充電時の電圧管理に留意すれば、通常時で13V超という放電電圧の高さを含めてリチウムバッテリーには魅力しかない。バッテリーの変更は絶版車にこそ有効な電気系チューニングだと言える。
絶版車の定番=14L-A2タイプこそリチウムの小型軽量さを実感できる
10時間あたりの公称容量が14Ahの開放式バッテリーは、1970〜80年代の大型車の定番サイズ。反応時にガスが排出されて電解液中の水分が減少するため、定期的な液量確認が必須。リチウムバッテリー化により重量は3分の1と軽量、体積も圧倒的に小さくなる。
過充電厳禁!! 機種によってはレギュレートレクチファイア交換が必要
さて、開放式の鉛バッテリーを過充電すると電解液が沸騰状態になるのと同様に、リチウムバッテリーも過充電により損傷する。

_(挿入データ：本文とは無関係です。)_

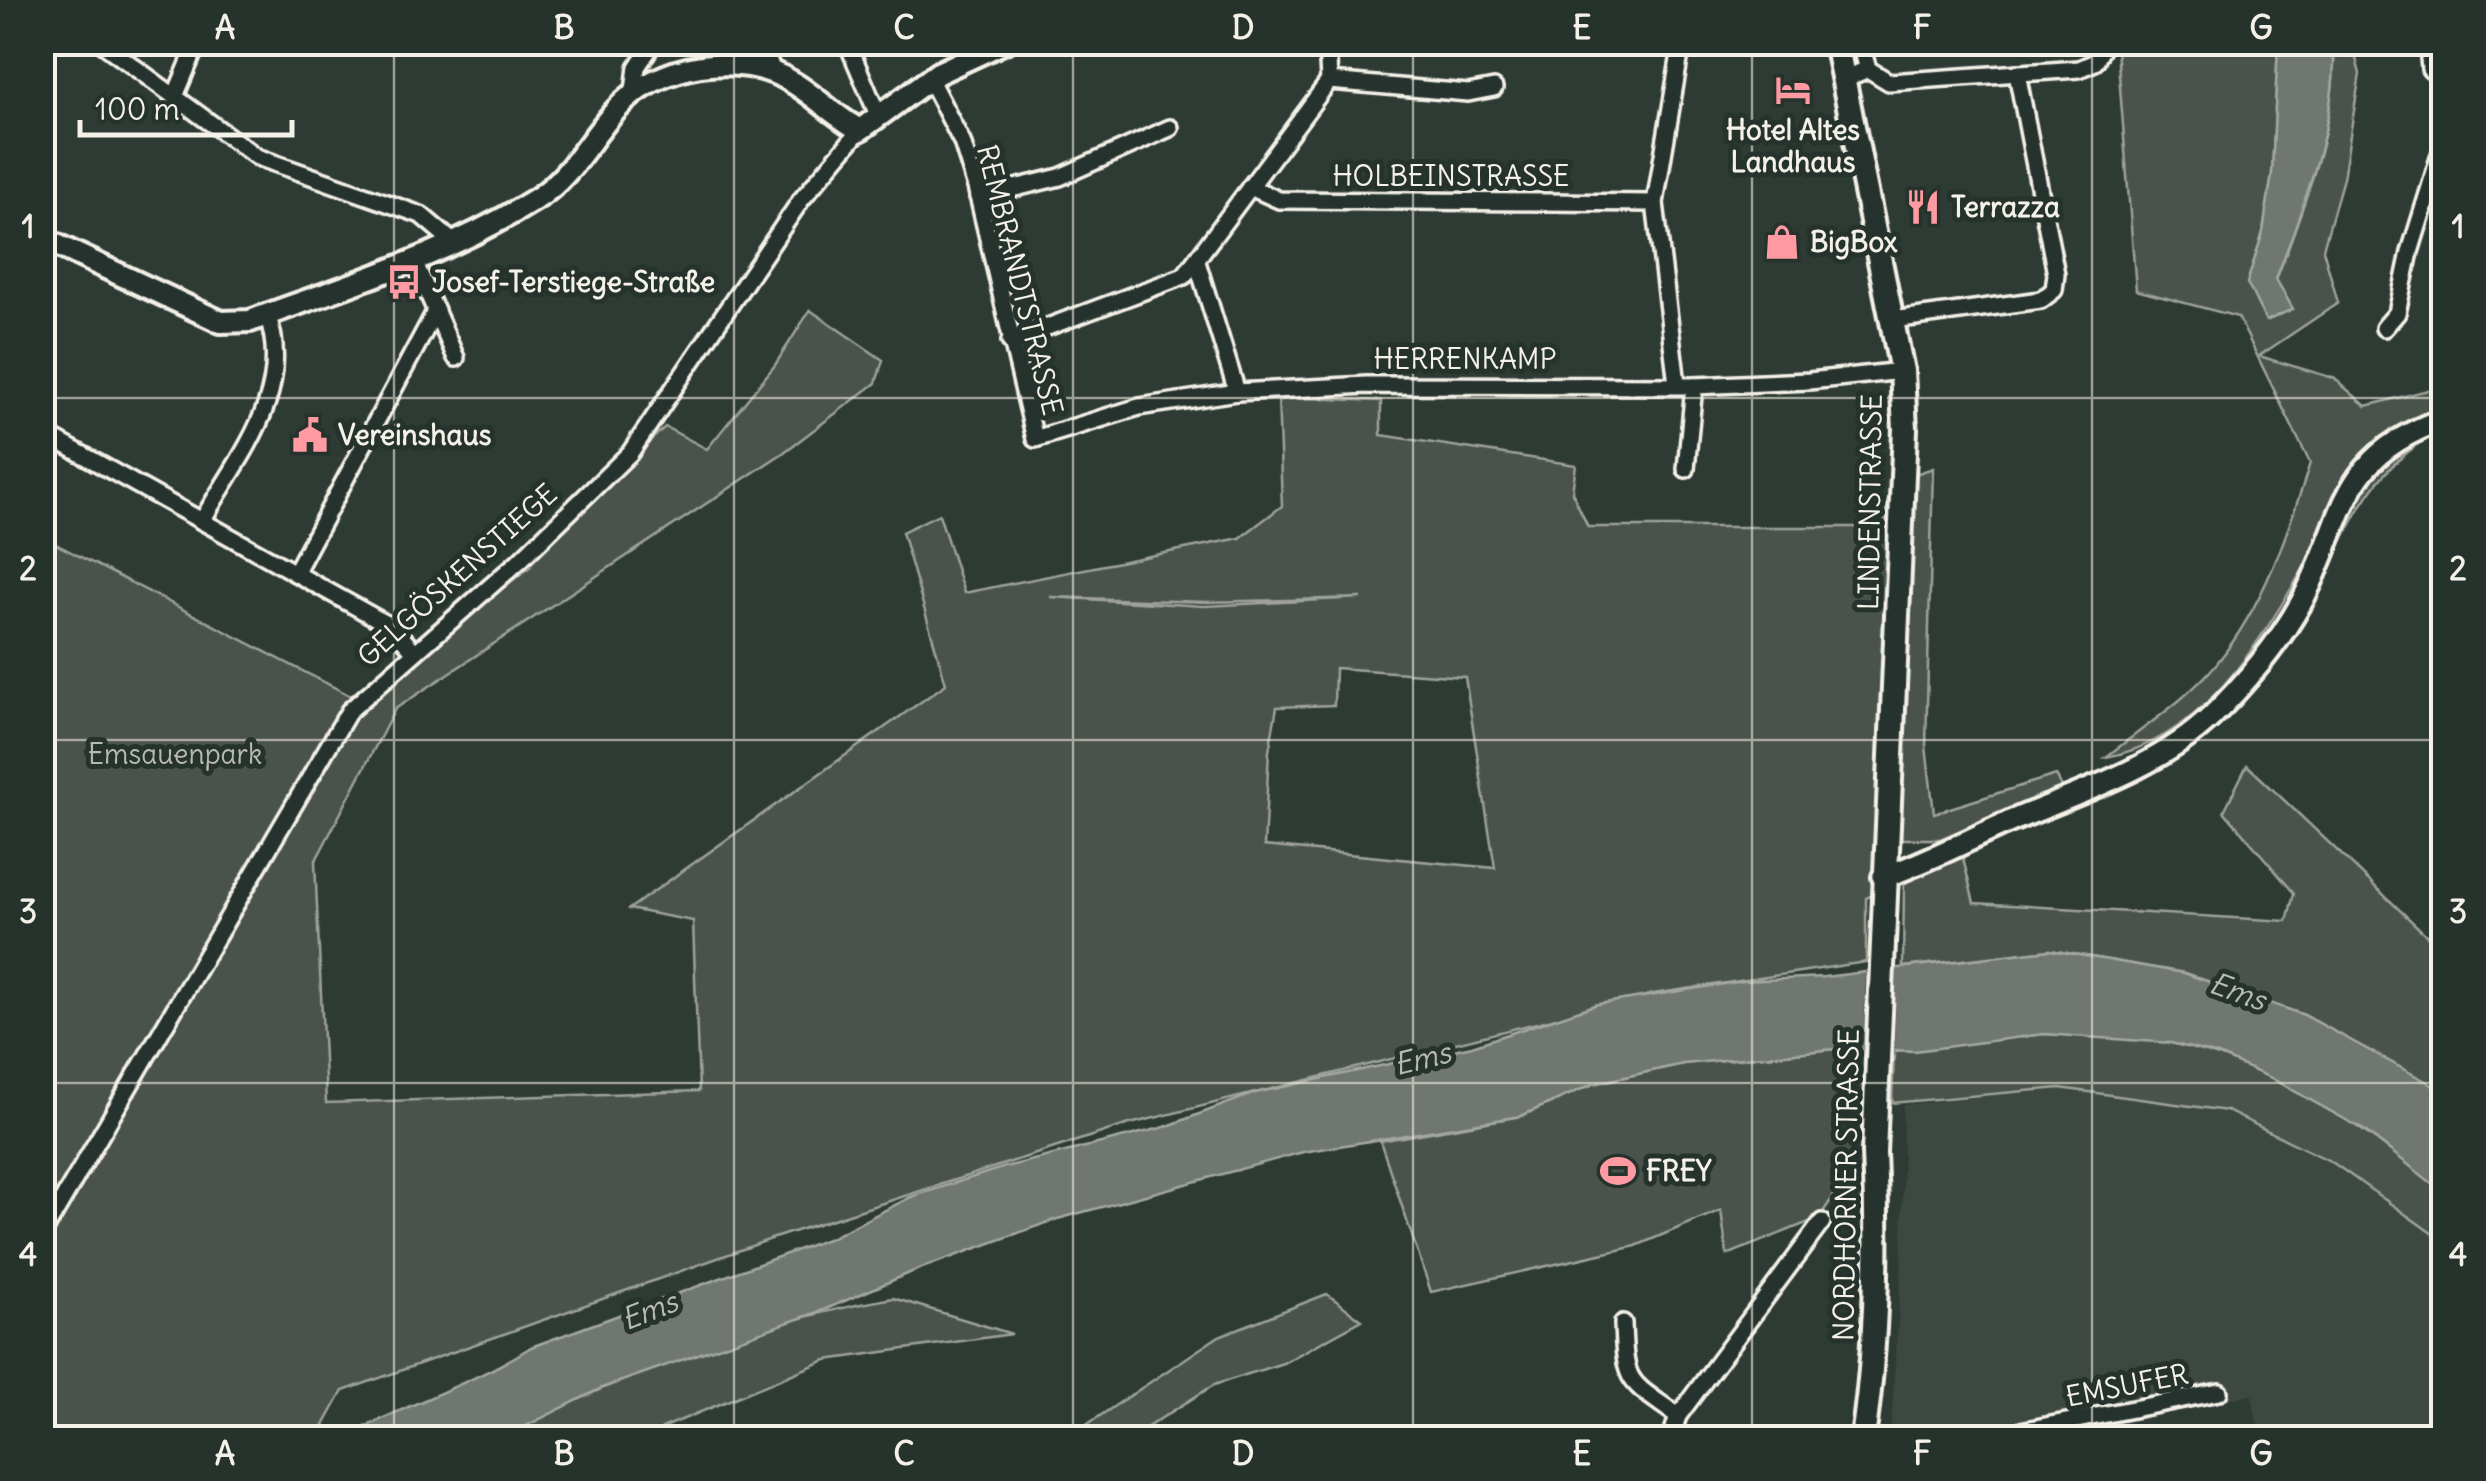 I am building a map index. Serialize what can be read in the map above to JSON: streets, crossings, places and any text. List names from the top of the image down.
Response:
{
  "streets": {
    "main road": ["LINDENSTRASSE", "NORDHORNER STRASSE"],
    "street": [
      "HOLBEINSTRASSE",
      "REMBRANDTSTRASSE",
      "HERRENKAMP",
      "GELGÖSKENSTIEGE",
      "EMSUFER"
    ]
  },
  "crossings": [
    ["REMBRANDTSTRASSE", "HERRENKAMP"],
    ["REMBRANDTSTRASSE", "GELGÖSKENSTIEGE"],
    ["HERRENKAMP", "LINDENSTRASSE"],
    ["LINDENSTRASSE", "NORDHORNER STRASSE"]
  ],
  "water": ["Ems"],
  "parks": ["Emsauenpark"],
  "places": {
    "hotel": ["Hotel Altes Landhaus"],
    "restaurant": ["Terrazza"],
    "shop": ["BigBox"],
    "bus stop": ["Josef-Terstiege-Straße"],
    "public building": ["Vereinshaus"],
    "sports": ["FREY"]
  },
  "scale_bar": "100 m",
  "grid": {
    "columns": [
      "A",
      "B",
      "C",
      "D",
      "E",
      "F",
      "G"
    ],
    "rows": [
      "1",
      "2",
      "3",
      "4"
    ]
  }
}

BS製の充電電圧は13.8〜14.4Vが推奨で、15V以上にならないことが条件となる。エンジン始動時のターミナル電圧が条件から外れる場合、レギュレートレクチファイアの交換が必要だ。
自己放電は少ないものの、専用充電器があればなお安心
鉛バッテリーとリチウムバッテリーは充電のメカニズムが異なり、電圧と電流のコントロールが厳密なリチウムには専用充電器が用意されていることが多い。BSの場合、鉛6V/鉛12V/リチウムバッテリーに対応する高性能な充電器「BS10」を用意。対応容量は最大20Ahで、日本市場向けに電気製品の安全を保証するpsE認証も取得している。
バリエーション豊富なBSバッテリー
長い目で見ればリチウムイオンバッテリーに分があるのは確かだが、BSバッテリーは開放式/メンテナンスフリー/電解液入り充電済みのSLAバッテリーなどの鉛タイプも製造している。開放式からメンテナンスフリーに変更してもアップデートとなる。
交換するだけで70%軽量化でき、始動能力も高い
開放式の純正サイズのBB14L-A2と比べると、頼りないほど軽くてコンパクトなBSLi-05。だが本文でも触れたとおり、リチウムは鉛に比べて重量/体積あたりのエネルギー密度が4〜5倍高いので、その分小さくできるのだ。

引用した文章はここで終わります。